### Material provided:
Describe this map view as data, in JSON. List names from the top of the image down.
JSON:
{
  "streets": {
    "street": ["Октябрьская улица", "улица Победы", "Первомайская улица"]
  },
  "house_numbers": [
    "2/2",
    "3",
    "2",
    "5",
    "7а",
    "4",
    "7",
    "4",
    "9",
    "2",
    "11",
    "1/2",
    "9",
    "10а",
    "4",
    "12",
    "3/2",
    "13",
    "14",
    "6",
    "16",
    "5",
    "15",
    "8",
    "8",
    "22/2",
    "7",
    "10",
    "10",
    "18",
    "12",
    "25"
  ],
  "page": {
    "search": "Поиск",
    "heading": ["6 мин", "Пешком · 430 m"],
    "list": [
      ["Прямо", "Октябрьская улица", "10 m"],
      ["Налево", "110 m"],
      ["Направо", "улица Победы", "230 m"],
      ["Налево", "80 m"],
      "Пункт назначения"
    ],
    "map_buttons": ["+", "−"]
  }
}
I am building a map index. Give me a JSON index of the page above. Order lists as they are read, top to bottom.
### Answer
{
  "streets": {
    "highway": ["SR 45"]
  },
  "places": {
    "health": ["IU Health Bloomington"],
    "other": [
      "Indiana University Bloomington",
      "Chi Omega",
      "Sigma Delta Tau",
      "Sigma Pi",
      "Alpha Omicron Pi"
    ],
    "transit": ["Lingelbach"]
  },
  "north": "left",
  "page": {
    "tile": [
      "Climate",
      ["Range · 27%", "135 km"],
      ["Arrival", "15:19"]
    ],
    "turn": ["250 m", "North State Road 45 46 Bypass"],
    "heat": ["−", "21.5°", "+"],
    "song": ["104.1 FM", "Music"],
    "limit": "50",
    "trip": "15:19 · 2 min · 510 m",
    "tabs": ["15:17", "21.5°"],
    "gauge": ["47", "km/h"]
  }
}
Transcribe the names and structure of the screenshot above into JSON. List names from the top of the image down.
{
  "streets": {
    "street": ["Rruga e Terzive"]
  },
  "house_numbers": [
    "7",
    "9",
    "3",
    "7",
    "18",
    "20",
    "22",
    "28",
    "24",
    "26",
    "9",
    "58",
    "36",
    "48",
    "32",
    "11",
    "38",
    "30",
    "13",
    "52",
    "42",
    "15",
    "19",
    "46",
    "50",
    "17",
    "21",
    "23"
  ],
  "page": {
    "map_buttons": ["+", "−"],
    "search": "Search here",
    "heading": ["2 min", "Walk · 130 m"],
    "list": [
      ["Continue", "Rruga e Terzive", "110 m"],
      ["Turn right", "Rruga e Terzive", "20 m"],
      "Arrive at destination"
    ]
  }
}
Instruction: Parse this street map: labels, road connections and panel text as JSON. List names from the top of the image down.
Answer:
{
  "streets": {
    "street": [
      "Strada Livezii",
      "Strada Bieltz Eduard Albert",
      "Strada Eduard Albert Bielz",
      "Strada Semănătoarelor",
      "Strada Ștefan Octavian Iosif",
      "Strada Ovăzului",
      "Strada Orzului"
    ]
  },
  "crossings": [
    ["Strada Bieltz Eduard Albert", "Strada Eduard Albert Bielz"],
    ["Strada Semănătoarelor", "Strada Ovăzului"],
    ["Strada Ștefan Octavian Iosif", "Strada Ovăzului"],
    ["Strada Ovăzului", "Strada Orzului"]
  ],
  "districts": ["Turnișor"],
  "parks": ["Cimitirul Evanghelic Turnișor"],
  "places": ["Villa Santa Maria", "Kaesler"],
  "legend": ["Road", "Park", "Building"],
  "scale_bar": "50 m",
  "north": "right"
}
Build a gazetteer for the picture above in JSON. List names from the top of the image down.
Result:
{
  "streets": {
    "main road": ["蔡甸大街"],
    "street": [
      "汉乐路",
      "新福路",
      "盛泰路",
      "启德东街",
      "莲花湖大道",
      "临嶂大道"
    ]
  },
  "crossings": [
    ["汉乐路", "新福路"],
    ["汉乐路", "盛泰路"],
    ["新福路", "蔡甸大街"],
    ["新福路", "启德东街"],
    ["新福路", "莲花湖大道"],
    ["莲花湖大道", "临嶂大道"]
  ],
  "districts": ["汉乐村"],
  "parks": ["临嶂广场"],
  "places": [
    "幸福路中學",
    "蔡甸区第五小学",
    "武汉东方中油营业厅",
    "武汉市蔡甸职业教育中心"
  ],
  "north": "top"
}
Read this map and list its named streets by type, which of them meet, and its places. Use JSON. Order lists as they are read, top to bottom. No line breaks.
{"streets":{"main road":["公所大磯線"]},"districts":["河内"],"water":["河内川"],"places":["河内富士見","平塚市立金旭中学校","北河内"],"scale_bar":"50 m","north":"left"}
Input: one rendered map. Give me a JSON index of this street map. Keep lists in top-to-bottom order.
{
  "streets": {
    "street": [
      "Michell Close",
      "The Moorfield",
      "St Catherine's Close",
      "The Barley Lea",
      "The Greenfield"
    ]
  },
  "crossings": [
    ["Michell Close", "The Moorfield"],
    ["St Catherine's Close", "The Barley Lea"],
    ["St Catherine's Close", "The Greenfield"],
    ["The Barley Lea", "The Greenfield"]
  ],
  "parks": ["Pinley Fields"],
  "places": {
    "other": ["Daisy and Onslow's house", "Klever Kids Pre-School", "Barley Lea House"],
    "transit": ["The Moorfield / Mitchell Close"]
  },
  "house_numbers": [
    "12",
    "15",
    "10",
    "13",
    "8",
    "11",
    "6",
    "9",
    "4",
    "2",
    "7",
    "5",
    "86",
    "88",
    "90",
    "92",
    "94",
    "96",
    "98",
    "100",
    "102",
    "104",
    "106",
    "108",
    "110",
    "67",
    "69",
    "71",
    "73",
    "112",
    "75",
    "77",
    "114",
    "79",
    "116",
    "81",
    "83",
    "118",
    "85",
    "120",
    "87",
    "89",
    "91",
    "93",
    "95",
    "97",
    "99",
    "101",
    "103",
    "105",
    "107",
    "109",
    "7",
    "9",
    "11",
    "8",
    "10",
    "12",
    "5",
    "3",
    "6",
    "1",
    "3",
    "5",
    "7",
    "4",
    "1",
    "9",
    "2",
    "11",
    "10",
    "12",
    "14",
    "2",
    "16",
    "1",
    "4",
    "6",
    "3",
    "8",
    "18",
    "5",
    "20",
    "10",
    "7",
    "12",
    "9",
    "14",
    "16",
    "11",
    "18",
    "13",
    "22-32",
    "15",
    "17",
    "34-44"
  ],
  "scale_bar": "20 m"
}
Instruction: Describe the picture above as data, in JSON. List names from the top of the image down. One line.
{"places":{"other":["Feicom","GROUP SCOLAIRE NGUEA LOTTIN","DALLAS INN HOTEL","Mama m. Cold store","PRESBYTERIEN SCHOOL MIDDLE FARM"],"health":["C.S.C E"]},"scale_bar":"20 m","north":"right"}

### Instructions to follow:
Please transcribe the listing in its entirety, exactly.

### Answer to this exercise:
Describe this map view as data, in JSON. List names from the top of the image down.
JSON:
{
  "streets": {
    "street": ["Октябрьская улица", "улица Победы", "Первомайская улица"]
  },
  "house_numbers": [
    "2/2",
    "3",
    "2",
    "5",
    "7а",
    "4",
    "7",
    "4",
    "9",
    "2",
    "11",
    "1/2",
    "9",
    "10а",
    "4",
    "12",
    "3/2",
    "13",
    "14",
    "6",
    "16",
    "5",
    "15",
    "8",
    "8",
    "22/2",
    "7",
    "10",
    "10",
    "18",
    "12",
    "25"
  ],
  "page": {
    "search": "Поиск",
    "heading": ["6 мин", "Пешком · 430 m"],
    "list": [
      ["Прямо", "Октябрьская улица", "10 m"],
      ["Налево", "110 m"],
      ["Направо", "улица Победы", "230 m"],
      ["Налево", "80 m"],
      "Пункт назначения"
    ],
    "map_buttons": ["+", "−"]
  }
}
I am building a map index. Give me a JSON index of the page above. Order lists as they are read, top to bottom.
### Answer
{
  "streets": {
    "highway": ["SR 45"]
  },
  "places": {
    "health": ["IU Health Bloomington"],
    "other": [
      "Indiana University Bloomington",
      "Chi Omega",
      "Sigma Delta Tau",
      "Sigma Pi",
      "Alpha Omicron Pi"
    ],
    "transit": ["Lingelbach"]
  },
  "north": "left",
  "page": {
    "tile": [
      "Climate",
      ["Range · 27%", "135 km"],
      ["Arrival", "15:19"]
    ],
    "turn": ["250 m", "North State Road 45 46 Bypass"],
    "heat": ["−", "21.5°", "+"],
    "song": ["104.1 FM", "Music"],
    "limit": "50",
    "trip": "15:19 · 2 min · 510 m",
    "tabs": ["15:17", "21.5°"],
    "gauge": ["47", "km/h"]
  }
}
Transcribe the names and structure of the screenshot above into JSON. List names from the top of the image down.
{
  "streets": {
    "street": ["Rruga e Terzive"]
  },
  "house_numbers": [
    "7",
    "9",
    "3",
    "7",
    "18",
    "20",
    "22",
    "28",
    "24",
    "26",
    "9",
    "58",
    "36",
    "48",
    "32",
    "11",
    "38",
    "30",
    "13",
    "52",
    "42",
    "15",
    "19",
    "46",
    "50",
    "17",
    "21",
    "23"
  ],
  "page": {
    "map_buttons": ["+", "−"],
    "search": "Search here",
    "heading": ["2 min", "Walk · 130 m"],
    "list": [
      ["Continue", "Rruga e Terzive", "110 m"],
      ["Turn right", "Rruga e Terzive", "20 m"],
      "Arrive at destination"
    ]
  }
}
Instruction: Parse this street map: labels, road connections and panel text as JSON. List names from the top of the image down.
Answer:
{
  "streets": {
    "street": [
      "Strada Livezii",
      "Strada Bieltz Eduard Albert",
      "Strada Eduard Albert Bielz",
      "Strada Semănătoarelor",
      "Strada Ștefan Octavian Iosif",
      "Strada Ovăzului",
      "Strada Orzului"
    ]
  },
  "crossings": [
    ["Strada Bieltz Eduard Albert", "Strada Eduard Albert Bielz"],
    ["Strada Semănătoarelor", "Strada Ovăzului"],
    ["Strada Ștefan Octavian Iosif", "Strada Ovăzului"],
    ["Strada Ovăzului", "Strada Orzului"]
  ],
  "districts": ["Turnișor"],
  "parks": ["Cimitirul Evanghelic Turnișor"],
  "places": ["Villa Santa Maria", "Kaesler"],
  "legend": ["Road", "Park", "Building"],
  "scale_bar": "50 m",
  "north": "right"
}
Build a gazetteer for the picture above in JSON. List names from the top of the image down.
Result:
{
  "streets": {
    "main road": ["蔡甸大街"],
    "street": [
      "汉乐路",
      "新福路",
      "盛泰路",
      "启德东街",
      "莲花湖大道",
      "临嶂大道"
    ]
  },
  "crossings": [
    ["汉乐路", "新福路"],
    ["汉乐路", "盛泰路"],
    ["新福路", "蔡甸大街"],
    ["新福路", "启德东街"],
    ["新福路", "莲花湖大道"],
    ["莲花湖大道", "临嶂大道"]
  ],
  "districts": ["汉乐村"],
  "parks": ["临嶂广场"],
  "places": [
    "幸福路中學",
    "蔡甸区第五小学",
    "武汉东方中油营业厅",
    "武汉市蔡甸职业教育中心"
  ],
  "north": "top"
}
Read this map and list its named streets by type, which of them meet, and its places. Use JSON. Order lists as they are read, top to bottom. No line breaks.
{"streets":{"main road":["公所大磯線"]},"districts":["河内"],"water":["河内川"],"places":["河内富士見","平塚市立金旭中学校","北河内"],"scale_bar":"50 m","north":"left"}
Input: one rendered map. Give me a JSON index of this street map. Keep lists in top-to-bottom order.
{
  "streets": {
    "street": [
      "Michell Close",
      "The Moorfield",
      "St Catherine's Close",
      "The Barley Lea",
      "The Greenfield"
    ]
  },
  "crossings": [
    ["Michell Close", "The Moorfield"],
    ["St Catherine's Close", "The Barley Lea"],
    ["St Catherine's Close", "The Greenfield"],
    ["The Barley Lea", "The Greenfield"]
  ],
  "parks": ["Pinley Fields"],
  "places": {
    "other": ["Daisy and Onslow's house", "Klever Kids Pre-School", "Barley Lea House"],
    "transit": ["The Moorfield / Mitchell Close"]
  },
  "house_numbers": [
    "12",
    "15",
    "10",
    "13",
    "8",
    "11",
    "6",
    "9",
    "4",
    "2",
    "7",
    "5",
    "86",
    "88",
    "90",
    "92",
    "94",
    "96",
    "98",
    "100",
    "102",
    "104",
    "106",
    "108",
    "110",
    "67",
    "69",
    "71",
    "73",
    "112",
    "75",
    "77",
    "114",
    "79",
    "116",
    "81",
    "83",
    "118",
    "85",
    "120",
    "87",
    "89",
    "91",
    "93",
    "95",
    "97",
    "99",
    "101",
    "103",
    "105",
    "107",
    "109",
    "7",
    "9",
    "11",
    "8",
    "10",
    "12",
    "5",
    "3",
    "6",
    "1",
    "3",
    "5",
    "7",
    "4",
    "1",
    "9",
    "2",
    "11",
    "10",
    "12",
    "14",
    "2",
    "16",
    "1",
    "4",
    "6",
    "3",
    "8",
    "18",
    "5",
    "20",
    "10",
    "7",
    "12",
    "9",
    "14",
    "16",
    "11",
    "18",
    "13",
    "22-32",
    "15",
    "17",
    "34-44"
  ],
  "scale_bar": "20 m"
}
Instruction: Describe the picture above as data, in JSON. List names from the top of the image down. One line.
{"places":{"other":["Feicom","GROUP SCOLAIRE NGUEA LOTTIN","DALLAS INN HOTEL","Mama m. Cold store","PRESBYTERIEN SCHOOL MIDDLE FARM"],"health":["C.S.C E"]},"scale_bar":"20 m","north":"right"}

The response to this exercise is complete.